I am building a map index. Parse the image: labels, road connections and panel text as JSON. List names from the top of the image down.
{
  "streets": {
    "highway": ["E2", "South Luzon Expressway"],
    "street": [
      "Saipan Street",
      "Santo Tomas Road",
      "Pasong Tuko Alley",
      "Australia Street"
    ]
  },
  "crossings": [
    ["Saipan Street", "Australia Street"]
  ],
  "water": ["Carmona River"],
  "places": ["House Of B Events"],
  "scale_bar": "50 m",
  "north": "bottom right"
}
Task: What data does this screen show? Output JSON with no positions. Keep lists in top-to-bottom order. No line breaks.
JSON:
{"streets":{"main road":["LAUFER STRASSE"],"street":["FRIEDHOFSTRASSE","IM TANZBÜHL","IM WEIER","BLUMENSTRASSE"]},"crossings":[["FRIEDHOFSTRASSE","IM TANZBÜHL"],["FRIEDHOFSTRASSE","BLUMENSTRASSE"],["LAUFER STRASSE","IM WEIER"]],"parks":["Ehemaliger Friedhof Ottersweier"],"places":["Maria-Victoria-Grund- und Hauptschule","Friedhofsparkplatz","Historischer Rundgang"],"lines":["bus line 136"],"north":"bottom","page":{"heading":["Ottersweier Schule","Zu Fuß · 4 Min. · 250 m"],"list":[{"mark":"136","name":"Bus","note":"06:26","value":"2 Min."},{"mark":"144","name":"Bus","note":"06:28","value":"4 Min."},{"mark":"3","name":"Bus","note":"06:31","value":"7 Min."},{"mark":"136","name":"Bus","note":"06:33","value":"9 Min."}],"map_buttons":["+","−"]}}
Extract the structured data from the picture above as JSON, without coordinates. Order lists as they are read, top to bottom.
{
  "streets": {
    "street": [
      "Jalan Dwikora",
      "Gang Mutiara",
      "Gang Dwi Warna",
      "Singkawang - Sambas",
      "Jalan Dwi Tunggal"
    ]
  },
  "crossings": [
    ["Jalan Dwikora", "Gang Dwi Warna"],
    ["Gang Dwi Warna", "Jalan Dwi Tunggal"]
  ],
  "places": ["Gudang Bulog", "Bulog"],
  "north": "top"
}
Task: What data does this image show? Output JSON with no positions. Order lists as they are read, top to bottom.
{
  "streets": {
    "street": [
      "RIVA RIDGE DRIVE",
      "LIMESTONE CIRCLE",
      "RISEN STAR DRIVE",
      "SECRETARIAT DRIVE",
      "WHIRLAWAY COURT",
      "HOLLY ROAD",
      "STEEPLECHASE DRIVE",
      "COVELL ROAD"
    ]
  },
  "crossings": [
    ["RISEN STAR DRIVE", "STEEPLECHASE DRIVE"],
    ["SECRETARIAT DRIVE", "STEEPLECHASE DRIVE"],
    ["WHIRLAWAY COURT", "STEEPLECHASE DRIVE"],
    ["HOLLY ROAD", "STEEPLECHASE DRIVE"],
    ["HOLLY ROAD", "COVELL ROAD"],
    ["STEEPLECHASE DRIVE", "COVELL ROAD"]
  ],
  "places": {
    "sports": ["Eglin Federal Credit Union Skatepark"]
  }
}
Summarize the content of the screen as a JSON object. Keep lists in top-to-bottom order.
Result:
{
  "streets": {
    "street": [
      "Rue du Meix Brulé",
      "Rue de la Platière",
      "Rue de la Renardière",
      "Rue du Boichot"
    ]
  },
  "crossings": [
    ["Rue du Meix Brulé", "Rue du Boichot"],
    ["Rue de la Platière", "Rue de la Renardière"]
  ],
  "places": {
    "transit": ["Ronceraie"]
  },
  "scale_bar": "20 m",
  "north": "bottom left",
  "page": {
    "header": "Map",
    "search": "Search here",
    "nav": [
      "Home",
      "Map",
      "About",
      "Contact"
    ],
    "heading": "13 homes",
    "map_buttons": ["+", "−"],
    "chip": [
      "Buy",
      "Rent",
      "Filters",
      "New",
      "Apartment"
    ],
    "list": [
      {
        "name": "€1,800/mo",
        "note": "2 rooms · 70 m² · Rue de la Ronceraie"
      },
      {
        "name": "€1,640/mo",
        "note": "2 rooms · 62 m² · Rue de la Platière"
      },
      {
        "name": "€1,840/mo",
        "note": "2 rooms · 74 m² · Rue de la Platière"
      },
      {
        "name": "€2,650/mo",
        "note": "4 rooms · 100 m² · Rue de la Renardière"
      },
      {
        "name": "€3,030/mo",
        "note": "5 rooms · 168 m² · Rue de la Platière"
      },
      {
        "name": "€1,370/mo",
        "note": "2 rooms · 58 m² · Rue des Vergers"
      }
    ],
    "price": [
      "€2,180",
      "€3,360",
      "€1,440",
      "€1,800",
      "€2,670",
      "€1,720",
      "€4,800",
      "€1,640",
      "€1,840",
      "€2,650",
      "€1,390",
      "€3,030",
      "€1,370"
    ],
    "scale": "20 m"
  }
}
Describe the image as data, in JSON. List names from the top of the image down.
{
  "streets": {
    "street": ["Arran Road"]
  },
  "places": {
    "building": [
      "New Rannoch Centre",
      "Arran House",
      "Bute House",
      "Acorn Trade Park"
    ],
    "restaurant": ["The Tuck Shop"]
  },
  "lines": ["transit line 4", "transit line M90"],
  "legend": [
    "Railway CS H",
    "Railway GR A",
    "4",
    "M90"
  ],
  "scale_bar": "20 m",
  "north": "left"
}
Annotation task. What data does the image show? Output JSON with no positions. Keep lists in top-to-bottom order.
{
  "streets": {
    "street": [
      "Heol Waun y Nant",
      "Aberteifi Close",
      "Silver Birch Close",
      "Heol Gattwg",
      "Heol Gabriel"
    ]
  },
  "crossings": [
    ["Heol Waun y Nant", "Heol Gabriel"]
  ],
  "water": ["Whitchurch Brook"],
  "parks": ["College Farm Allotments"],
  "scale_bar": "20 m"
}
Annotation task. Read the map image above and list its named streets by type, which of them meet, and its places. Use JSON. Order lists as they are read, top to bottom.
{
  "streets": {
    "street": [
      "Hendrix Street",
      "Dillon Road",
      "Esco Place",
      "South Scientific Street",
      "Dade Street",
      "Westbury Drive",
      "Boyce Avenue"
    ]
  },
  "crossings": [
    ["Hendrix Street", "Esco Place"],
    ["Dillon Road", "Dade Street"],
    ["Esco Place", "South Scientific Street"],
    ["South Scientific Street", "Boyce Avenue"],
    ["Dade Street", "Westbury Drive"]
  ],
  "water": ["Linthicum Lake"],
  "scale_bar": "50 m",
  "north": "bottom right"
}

WHAT THE EXERCISE ASKS: Output the records again in full. Keep every character as written.

SOLUTION TO THIS TASK:
I am building a map index. Parse the image: labels, road connections and panel text as JSON. List names from the top of the image down.
{
  "streets": {
    "highway": ["E2", "South Luzon Expressway"],
    "street": [
      "Saipan Street",
      "Santo Tomas Road",
      "Pasong Tuko Alley",
      "Australia Street"
    ]
  },
  "crossings": [
    ["Saipan Street", "Australia Street"]
  ],
  "water": ["Carmona River"],
  "places": ["House Of B Events"],
  "scale_bar": "50 m",
  "north": "bottom right"
}
Task: What data does this screen show? Output JSON with no positions. Keep lists in top-to-bottom order. No line breaks.
JSON:
{"streets":{"main road":["LAUFER STRASSE"],"street":["FRIEDHOFSTRASSE","IM TANZBÜHL","IM WEIER","BLUMENSTRASSE"]},"crossings":[["FRIEDHOFSTRASSE","IM TANZBÜHL"],["FRIEDHOFSTRASSE","BLUMENSTRASSE"],["LAUFER STRASSE","IM WEIER"]],"parks":["Ehemaliger Friedhof Ottersweier"],"places":["Maria-Victoria-Grund- und Hauptschule","Friedhofsparkplatz","Historischer Rundgang"],"lines":["bus line 136"],"north":"bottom","page":{"heading":["Ottersweier Schule","Zu Fuß · 4 Min. · 250 m"],"list":[{"mark":"136","name":"Bus","note":"06:26","value":"2 Min."},{"mark":"144","name":"Bus","note":"06:28","value":"4 Min."},{"mark":"3","name":"Bus","note":"06:31","value":"7 Min."},{"mark":"136","name":"Bus","note":"06:33","value":"9 Min."}],"map_buttons":["+","−"]}}
Extract the structured data from the picture above as JSON, without coordinates. Order lists as they are read, top to bottom.
{
  "streets": {
    "street": [
      "Jalan Dwikora",
      "Gang Mutiara",
      "Gang Dwi Warna",
      "Singkawang - Sambas",
      "Jalan Dwi Tunggal"
    ]
  },
  "crossings": [
    ["Jalan Dwikora", "Gang Dwi Warna"],
    ["Gang Dwi Warna", "Jalan Dwi Tunggal"]
  ],
  "places": ["Gudang Bulog", "Bulog"],
  "north": "top"
}
Task: What data does this image show? Output JSON with no positions. Order lists as they are read, top to bottom.
{
  "streets": {
    "street": [
      "RIVA RIDGE DRIVE",
      "LIMESTONE CIRCLE",
      "RISEN STAR DRIVE",
      "SECRETARIAT DRIVE",
      "WHIRLAWAY COURT",
      "HOLLY ROAD",
      "STEEPLECHASE DRIVE",
      "COVELL ROAD"
    ]
  },
  "crossings": [
    ["RISEN STAR DRIVE", "STEEPLECHASE DRIVE"],
    ["SECRETARIAT DRIVE", "STEEPLECHASE DRIVE"],
    ["WHIRLAWAY COURT", "STEEPLECHASE DRIVE"],
    ["HOLLY ROAD", "STEEPLECHASE DRIVE"],
    ["HOLLY ROAD", "COVELL ROAD"],
    ["STEEPLECHASE DRIVE", "COVELL ROAD"]
  ],
  "places": {
    "sports": ["Eglin Federal Credit Union Skatepark"]
  }
}
Summarize the content of the screen as a JSON object. Keep lists in top-to-bottom order.
Result:
{
  "streets": {
    "street": [
      "Rue du Meix Brulé",
      "Rue de la Platière",
      "Rue de la Renardière",
      "Rue du Boichot"
    ]
  },
  "crossings": [
    ["Rue du Meix Brulé", "Rue du Boichot"],
    ["Rue de la Platière", "Rue de la Renardière"]
  ],
  "places": {
    "transit": ["Ronceraie"]
  },
  "scale_bar": "20 m",
  "north": "bottom left",
  "page": {
    "header": "Map",
    "search": "Search here",
    "nav": [
      "Home",
      "Map",
      "About",
      "Contact"
    ],
    "heading": "13 homes",
    "map_buttons": ["+", "−"],
    "chip": [
      "Buy",
      "Rent",
      "Filters",
      "New",
      "Apartment"
    ],
    "list": [
      {
        "name": "€1,800/mo",
        "note": "2 rooms · 70 m² · Rue de la Ronceraie"
      },
      {
        "name": "€1,640/mo",
        "note": "2 rooms · 62 m² · Rue de la Platière"
      },
      {
        "name": "€1,840/mo",
        "note": "2 rooms · 74 m² · Rue de la Platière"
      },
      {
        "name": "€2,650/mo",
        "note": "4 rooms · 100 m² · Rue de la Renardière"
      },
      {
        "name": "€3,030/mo",
        "note": "5 rooms · 168 m² · Rue de la Platière"
      },
      {
        "name": "€1,370/mo",
        "note": "2 rooms · 58 m² · Rue des Vergers"
      }
    ],
    "price": [
      "€2,180",
      "€3,360",
      "€1,440",
      "€1,800",
      "€2,670",
      "€1,720",
      "€4,800",
      "€1,640",
      "€1,840",
      "€2,650",
      "€1,390",
      "€3,030",
      "€1,370"
    ],
    "scale": "20 m"
  }
}
Describe the image as data, in JSON. List names from the top of the image down.
{
  "streets": {
    "street": ["Arran Road"]
  },
  "places": {
    "building": [
      "New Rannoch Centre",
      "Arran House",
      "Bute House",
      "Acorn Trade Park"
    ],
    "restaurant": ["The Tuck Shop"]
  },
  "lines": ["transit line 4", "transit line M90"],
  "legend": [
    "Railway CS H",
    "Railway GR A",
    "4",
    "M90"
  ],
  "scale_bar": "20 m",
  "north": "left"
}
Annotation task. What data does the image show? Output JSON with no positions. Keep lists in top-to-bottom order.
{
  "streets": {
    "street": [
      "Heol Waun y Nant",
      "Aberteifi Close",
      "Silver Birch Close",
      "Heol Gattwg",
      "Heol Gabriel"
    ]
  },
  "crossings": [
    ["Heol Waun y Nant", "Heol Gabriel"]
  ],
  "water": ["Whitchurch Brook"],
  "parks": ["College Farm Allotments"],
  "scale_bar": "20 m"
}
Annotation task. Read the map image above and list its named streets by type, which of them meet, and its places. Use JSON. Order lists as they are read, top to bottom.
{
  "streets": {
    "street": [
      "Hendrix Street",
      "Dillon Road",
      "Esco Place",
      "South Scientific Street",
      "Dade Street",
      "Westbury Drive",
      "Boyce Avenue"
    ]
  },
  "crossings": [
    ["Hendrix Street", "Esco Place"],
    ["Dillon Road", "Dade Street"],
    ["Esco Place", "South Scientific Street"],
    ["South Scientific Street", "Boyce Avenue"],
    ["Dade Street", "Westbury Drive"]
  ],
  "water": ["Linthicum Lake"],
  "scale_bar": "50 m",
  "north": "bottom right"
}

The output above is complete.